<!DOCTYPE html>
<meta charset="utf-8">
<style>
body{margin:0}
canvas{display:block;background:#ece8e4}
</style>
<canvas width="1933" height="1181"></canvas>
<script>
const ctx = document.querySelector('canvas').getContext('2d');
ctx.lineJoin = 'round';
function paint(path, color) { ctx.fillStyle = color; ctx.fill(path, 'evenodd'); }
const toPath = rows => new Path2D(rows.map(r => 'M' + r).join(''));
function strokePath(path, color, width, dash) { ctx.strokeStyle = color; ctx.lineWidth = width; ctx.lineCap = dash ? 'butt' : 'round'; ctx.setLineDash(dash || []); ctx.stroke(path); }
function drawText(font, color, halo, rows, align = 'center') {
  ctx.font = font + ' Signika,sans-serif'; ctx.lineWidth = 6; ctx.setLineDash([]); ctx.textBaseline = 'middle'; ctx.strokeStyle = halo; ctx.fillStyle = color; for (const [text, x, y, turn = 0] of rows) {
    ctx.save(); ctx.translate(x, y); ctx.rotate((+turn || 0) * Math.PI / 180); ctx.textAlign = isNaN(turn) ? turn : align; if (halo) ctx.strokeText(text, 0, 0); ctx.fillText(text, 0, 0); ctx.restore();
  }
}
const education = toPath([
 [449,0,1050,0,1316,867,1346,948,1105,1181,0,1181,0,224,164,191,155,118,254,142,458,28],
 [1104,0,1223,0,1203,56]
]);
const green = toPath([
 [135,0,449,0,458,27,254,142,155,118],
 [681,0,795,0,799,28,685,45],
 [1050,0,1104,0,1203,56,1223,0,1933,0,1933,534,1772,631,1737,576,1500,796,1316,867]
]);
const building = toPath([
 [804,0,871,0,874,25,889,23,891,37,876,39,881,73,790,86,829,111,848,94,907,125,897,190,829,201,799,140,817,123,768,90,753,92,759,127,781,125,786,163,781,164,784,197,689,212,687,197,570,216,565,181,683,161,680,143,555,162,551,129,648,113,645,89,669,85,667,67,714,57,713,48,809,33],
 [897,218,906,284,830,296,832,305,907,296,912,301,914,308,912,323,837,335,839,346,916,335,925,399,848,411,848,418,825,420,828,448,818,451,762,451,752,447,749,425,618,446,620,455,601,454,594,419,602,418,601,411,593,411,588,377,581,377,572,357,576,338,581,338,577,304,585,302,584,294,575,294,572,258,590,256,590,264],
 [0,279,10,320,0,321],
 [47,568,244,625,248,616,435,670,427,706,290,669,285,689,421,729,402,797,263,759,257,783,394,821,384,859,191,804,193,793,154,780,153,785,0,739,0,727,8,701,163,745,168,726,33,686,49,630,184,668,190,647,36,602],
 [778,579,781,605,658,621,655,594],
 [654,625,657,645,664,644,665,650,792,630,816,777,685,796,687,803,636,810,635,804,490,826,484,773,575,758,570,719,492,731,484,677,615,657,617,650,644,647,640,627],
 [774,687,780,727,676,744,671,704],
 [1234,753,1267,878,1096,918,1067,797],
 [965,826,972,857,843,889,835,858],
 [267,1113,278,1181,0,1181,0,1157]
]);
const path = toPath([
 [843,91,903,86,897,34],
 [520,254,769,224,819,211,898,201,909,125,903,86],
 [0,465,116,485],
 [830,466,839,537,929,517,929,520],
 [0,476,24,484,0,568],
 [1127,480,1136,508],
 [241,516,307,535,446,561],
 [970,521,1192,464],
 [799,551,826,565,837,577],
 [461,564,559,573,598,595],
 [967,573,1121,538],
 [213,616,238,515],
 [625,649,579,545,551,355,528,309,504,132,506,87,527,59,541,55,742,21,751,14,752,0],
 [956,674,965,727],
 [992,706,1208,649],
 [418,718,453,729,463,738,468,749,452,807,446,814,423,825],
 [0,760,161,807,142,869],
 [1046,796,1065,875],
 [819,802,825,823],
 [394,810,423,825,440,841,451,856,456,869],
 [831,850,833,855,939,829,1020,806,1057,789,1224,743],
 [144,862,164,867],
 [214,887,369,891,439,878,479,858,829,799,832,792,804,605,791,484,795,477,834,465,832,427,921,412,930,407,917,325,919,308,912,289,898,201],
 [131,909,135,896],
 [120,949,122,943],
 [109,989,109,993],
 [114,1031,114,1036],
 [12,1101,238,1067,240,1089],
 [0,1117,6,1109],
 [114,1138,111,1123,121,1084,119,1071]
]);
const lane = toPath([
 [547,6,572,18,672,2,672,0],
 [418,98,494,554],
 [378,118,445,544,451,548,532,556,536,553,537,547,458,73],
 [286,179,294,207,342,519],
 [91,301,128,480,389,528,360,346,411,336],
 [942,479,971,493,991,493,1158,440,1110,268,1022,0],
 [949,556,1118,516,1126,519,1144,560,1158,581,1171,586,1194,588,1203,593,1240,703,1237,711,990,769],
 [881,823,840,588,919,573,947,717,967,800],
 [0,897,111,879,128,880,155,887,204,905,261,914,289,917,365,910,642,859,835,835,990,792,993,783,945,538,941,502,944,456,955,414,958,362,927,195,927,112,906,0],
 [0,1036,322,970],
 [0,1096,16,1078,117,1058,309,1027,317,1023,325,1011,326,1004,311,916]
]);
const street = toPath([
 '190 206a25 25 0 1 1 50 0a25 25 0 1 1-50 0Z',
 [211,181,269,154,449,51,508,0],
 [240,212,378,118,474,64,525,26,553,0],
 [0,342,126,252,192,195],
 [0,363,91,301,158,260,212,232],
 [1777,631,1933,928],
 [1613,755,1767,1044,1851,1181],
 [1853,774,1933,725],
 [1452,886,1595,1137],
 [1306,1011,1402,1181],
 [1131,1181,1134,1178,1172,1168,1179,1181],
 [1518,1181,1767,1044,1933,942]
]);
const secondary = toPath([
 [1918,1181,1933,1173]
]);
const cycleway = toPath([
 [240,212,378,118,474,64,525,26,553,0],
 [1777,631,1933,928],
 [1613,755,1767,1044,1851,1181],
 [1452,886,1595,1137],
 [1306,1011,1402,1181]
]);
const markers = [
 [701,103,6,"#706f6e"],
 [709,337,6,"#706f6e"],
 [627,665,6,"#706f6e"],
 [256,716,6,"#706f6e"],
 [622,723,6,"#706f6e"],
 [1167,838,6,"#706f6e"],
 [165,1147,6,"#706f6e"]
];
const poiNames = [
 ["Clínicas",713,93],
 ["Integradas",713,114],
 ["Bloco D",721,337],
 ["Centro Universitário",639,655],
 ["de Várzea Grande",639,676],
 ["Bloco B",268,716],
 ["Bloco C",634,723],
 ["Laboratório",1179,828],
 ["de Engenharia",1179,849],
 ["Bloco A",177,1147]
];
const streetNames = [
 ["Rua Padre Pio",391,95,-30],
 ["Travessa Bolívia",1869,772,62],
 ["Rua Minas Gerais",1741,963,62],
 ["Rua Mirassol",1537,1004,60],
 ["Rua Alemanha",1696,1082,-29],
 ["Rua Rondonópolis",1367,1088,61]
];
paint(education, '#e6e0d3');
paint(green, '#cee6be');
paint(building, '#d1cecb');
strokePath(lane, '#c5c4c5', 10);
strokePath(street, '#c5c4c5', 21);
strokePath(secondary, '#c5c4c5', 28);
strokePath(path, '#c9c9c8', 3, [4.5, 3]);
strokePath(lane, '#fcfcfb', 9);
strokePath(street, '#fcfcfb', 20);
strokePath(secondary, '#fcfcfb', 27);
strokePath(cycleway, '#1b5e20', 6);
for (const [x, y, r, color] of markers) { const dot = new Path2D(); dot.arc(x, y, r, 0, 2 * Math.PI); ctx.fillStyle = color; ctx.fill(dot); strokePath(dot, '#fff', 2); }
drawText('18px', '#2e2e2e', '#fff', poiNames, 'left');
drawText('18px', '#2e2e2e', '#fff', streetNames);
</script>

**EXERCISE GOAL:**
The line above containing "ctx.lineJoin = 'round';", the line containing "[267,1113,278,1181,0,1181,0,1157]", and every line between them are to be transcribed exactly; no other line is wanted.

**YOUR RESPONSE:**
ctx.lineJoin = 'round';
function paint(path, color) { ctx.fillStyle = color; ctx.fill(path, 'evenodd'); }
const toPath = rows => new Path2D(rows.map(r => 'M' + r).join(''));
function strokePath(path, color, width, dash) { ctx.strokeStyle = color; ctx.lineWidth = width; ctx.lineCap = dash ? 'butt' : 'round'; ctx.setLineDash(dash || []); ctx.stroke(path); }
function drawText(font, color, halo, rows, align = 'center') {
  ctx.font = font + ' Signika,sans-serif'; ctx.lineWidth = 6; ctx.setLineDash([]); ctx.textBaseline = 'middle'; ctx.strokeStyle = halo; ctx.fillStyle = color; for (const [text, x, y, turn = 0] of rows) {
    ctx.save(); ctx.translate(x, y); ctx.rotate((+turn || 0) * Math.PI / 180); ctx.textAlign = isNaN(turn) ? turn : align; if (halo) ctx.strokeText(text, 0, 0); ctx.fillText(text, 0, 0); ctx.restore();
  }
}
const education = toPath([
 [449,0,1050,0,1316,867,1346,948,1105,1181,0,1181,0,224,164,191,155,118,254,142,458,28],
 [1104,0,1223,0,1203,56]
]);
const green = toPath([
 [135,0,449,0,458,27,254,142,155,118],
 [681,0,795,0,799,28,685,45],
 [1050,0,1104,0,1203,56,1223,0,1933,0,1933,534,1772,631,1737,576,1500,796,1316,867]
]);
const building = toPath([
 [804,0,871,0,874,25,889,23,891,37,876,39,881,73,790,86,829,111,848,94,907,125,897,190,829,201,799,140,817,123,768,90,753,92,759,127,781,125,786,163,781,164,784,197,689,212,687,197,570,216,565,181,683,161,680,143,555,162,551,129,648,113,645,89,669,85,667,67,714,57,713,48,809,33],
 [897,218,906,284,830,296,832,305,907,296,912,301,914,308,912,323,837,335,839,346,916,335,925,399,848,411,848,418,825,420,828,448,818,451,762,451,752,447,749,425,618,446,620,455,601,454,594,419,602,418,601,411,593,411,588,377,581,377,572,357,576,338,581,338,577,304,585,302,584,294,575,294,572,258,590,256,590,264],
 [0,279,10,320,0,321],
 [47,568,244,625,248,616,435,670,427,706,290,669,285,689,421,729,402,797,263,759,257,783,394,821,384,859,191,804,193,793,154,780,153,785,0,739,0,727,8,701,163,745,168,726,33,686,49,630,184,668,190,647,36,602],
 [778,579,781,605,658,621,655,594],
 [654,625,657,645,664,644,665,650,792,630,816,777,685,796,687,803,636,810,635,804,490,826,484,773,575,758,570,719,492,731,484,677,615,657,617,650,644,647,640,627],
 [774,687,780,727,676,744,671,704],
 [1234,753,1267,878,1096,918,1067,797],
 [965,826,972,857,843,889,835,858],
 [267,1113,278,1181,0,1181,0,1157]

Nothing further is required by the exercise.